DATASET ENTRIES =
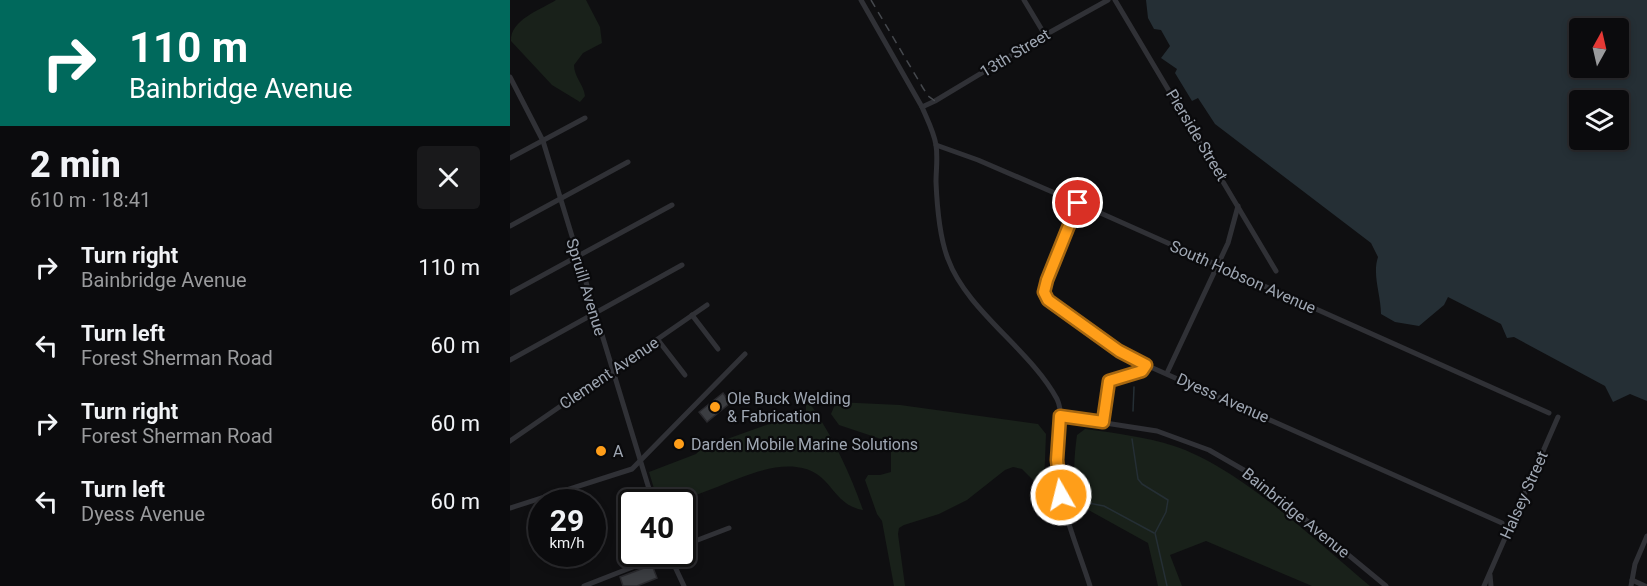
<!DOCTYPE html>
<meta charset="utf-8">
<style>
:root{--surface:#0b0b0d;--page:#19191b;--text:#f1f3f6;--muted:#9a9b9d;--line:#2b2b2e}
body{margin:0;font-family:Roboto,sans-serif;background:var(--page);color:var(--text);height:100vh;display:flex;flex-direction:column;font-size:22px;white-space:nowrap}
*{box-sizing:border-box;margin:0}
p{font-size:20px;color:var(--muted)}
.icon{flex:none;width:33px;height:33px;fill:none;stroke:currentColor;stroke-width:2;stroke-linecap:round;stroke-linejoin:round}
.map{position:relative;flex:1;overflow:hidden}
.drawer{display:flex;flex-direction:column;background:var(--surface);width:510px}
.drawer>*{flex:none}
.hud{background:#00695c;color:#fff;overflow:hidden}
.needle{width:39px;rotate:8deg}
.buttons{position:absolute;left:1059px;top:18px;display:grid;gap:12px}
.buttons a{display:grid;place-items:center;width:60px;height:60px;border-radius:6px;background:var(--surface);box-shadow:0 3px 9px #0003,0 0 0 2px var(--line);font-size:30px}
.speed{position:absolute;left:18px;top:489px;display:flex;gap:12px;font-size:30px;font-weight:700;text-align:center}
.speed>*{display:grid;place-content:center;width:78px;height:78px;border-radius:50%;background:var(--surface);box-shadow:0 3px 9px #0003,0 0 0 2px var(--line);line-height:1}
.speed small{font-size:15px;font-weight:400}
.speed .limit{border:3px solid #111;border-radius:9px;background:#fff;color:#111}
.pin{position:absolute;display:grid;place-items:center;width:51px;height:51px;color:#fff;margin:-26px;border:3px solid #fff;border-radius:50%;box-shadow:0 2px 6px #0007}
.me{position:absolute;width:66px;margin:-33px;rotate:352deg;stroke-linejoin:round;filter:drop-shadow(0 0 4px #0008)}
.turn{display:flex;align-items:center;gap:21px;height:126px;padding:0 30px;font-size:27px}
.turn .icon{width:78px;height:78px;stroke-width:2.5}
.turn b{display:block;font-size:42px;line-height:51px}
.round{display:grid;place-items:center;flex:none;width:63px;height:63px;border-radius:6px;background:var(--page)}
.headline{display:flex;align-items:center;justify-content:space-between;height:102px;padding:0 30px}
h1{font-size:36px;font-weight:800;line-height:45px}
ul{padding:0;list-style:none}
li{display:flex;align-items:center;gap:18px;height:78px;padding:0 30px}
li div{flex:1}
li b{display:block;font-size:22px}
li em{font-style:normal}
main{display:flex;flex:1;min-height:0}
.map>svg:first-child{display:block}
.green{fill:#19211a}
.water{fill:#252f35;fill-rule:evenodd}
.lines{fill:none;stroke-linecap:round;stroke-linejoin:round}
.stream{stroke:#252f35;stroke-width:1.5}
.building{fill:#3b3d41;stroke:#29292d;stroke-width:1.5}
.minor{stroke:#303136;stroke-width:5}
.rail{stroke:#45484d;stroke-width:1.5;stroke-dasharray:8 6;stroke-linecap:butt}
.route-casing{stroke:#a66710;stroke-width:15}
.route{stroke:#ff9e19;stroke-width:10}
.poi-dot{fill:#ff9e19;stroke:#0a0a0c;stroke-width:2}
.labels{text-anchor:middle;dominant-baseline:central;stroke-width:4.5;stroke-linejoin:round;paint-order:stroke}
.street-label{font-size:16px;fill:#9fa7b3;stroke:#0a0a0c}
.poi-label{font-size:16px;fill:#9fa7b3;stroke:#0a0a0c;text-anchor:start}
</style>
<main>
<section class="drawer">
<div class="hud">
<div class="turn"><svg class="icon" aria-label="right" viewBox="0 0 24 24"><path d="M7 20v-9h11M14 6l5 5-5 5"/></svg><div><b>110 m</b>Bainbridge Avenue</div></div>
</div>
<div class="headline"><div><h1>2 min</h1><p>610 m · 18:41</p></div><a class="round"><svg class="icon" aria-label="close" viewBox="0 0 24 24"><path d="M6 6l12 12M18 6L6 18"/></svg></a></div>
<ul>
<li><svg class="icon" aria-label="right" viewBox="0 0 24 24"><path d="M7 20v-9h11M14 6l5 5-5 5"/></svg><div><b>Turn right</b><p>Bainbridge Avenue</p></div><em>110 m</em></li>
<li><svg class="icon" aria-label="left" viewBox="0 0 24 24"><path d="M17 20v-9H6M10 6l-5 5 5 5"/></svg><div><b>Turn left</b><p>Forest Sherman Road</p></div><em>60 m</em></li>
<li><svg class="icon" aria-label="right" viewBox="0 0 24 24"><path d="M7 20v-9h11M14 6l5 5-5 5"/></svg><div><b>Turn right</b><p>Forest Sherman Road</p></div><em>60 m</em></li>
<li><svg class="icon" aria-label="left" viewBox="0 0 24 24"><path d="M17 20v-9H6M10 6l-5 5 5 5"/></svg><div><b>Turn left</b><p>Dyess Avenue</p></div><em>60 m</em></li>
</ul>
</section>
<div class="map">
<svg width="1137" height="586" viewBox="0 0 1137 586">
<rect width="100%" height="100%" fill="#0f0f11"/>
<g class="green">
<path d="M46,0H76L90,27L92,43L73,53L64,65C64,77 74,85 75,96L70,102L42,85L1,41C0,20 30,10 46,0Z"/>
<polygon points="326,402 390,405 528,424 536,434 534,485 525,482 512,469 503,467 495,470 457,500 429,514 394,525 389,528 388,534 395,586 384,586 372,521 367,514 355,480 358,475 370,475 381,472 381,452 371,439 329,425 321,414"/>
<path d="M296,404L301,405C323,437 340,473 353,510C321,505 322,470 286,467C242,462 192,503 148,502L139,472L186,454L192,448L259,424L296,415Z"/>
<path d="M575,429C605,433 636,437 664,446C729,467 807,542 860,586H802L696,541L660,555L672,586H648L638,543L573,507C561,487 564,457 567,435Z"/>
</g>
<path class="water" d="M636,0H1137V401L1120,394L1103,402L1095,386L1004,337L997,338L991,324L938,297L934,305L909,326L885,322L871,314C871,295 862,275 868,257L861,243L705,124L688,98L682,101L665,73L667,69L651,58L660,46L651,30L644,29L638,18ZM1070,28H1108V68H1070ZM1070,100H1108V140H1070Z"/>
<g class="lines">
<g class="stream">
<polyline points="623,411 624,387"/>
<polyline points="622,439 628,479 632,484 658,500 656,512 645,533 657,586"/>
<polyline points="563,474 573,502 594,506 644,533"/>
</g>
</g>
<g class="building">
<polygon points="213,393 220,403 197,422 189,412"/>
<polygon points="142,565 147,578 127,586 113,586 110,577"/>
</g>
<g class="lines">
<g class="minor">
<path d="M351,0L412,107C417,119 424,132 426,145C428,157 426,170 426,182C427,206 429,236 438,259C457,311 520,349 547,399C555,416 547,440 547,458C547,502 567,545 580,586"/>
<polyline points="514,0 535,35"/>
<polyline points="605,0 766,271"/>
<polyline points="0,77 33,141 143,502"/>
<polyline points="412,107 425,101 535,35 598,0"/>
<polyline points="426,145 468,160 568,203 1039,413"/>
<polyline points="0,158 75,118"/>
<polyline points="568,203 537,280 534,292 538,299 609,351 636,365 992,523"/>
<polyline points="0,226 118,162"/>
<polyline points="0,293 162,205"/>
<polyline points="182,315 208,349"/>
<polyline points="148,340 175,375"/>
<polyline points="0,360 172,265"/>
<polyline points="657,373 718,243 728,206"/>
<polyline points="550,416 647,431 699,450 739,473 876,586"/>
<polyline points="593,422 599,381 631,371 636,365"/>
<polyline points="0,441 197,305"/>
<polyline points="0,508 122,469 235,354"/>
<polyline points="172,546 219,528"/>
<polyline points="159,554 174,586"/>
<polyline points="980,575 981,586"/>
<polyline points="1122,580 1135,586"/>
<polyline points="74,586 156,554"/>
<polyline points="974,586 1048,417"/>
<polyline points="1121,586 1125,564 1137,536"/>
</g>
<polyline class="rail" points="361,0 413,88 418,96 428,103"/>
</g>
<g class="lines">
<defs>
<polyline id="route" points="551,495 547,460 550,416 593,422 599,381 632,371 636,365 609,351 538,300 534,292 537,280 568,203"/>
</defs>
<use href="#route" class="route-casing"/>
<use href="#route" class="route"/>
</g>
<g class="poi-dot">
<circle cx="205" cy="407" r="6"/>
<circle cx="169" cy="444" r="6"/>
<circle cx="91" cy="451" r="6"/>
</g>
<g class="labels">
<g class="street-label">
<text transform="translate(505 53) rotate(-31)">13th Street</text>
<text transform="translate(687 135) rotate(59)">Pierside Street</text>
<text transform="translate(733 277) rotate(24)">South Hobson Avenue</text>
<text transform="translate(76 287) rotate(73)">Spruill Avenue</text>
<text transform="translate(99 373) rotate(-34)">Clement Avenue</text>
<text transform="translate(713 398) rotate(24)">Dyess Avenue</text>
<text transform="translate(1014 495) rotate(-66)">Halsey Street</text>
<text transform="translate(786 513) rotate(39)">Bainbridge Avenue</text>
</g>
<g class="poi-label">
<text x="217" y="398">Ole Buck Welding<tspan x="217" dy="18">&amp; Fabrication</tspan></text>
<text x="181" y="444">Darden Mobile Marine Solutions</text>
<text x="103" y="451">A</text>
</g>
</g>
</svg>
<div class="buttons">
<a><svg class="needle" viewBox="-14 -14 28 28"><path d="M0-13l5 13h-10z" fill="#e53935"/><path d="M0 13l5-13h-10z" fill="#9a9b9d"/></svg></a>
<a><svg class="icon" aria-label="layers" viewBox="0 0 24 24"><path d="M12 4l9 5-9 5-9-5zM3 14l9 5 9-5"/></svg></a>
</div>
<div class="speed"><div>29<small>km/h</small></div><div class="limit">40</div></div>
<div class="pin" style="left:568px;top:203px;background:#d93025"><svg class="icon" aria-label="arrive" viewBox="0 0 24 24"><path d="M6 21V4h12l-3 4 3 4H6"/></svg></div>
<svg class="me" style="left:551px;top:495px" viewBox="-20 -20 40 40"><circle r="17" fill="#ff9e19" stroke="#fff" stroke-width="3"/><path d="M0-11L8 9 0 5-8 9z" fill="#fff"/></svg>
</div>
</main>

TASK DETAILS = Which lines in the listing above hold the word "grid"? Show each of them.

ANSWER BOX =
.buttons{position:absolute;left:1059px;top:18px;display:grid;gap:12px}
.buttons a{display:grid;place-items:center;width:60px;height:60px;border-radius:6px;background:var(--surface);box-shadow:0 3px 9px #0003,0 0 0 2px var(--line);font-size:30px}
.speed>*{display:grid;place-content:center;width:78px;height:78px;border-radius:50%;background:var(--surface);box-shadow:0 3px 9px #0003,0 0 0 2px var(--line);line-height:1}
.pin{position:absolute;display:grid;place-items:center;width:51px;height:51px;color:#fff;margin:-26px;border:3px solid #fff;border-radius:50%;box-shadow:0 2px 6px #0007}
.round{display:grid;place-items:center;flex:none;width:63px;height:63px;border-radius:6px;background:var(--page)}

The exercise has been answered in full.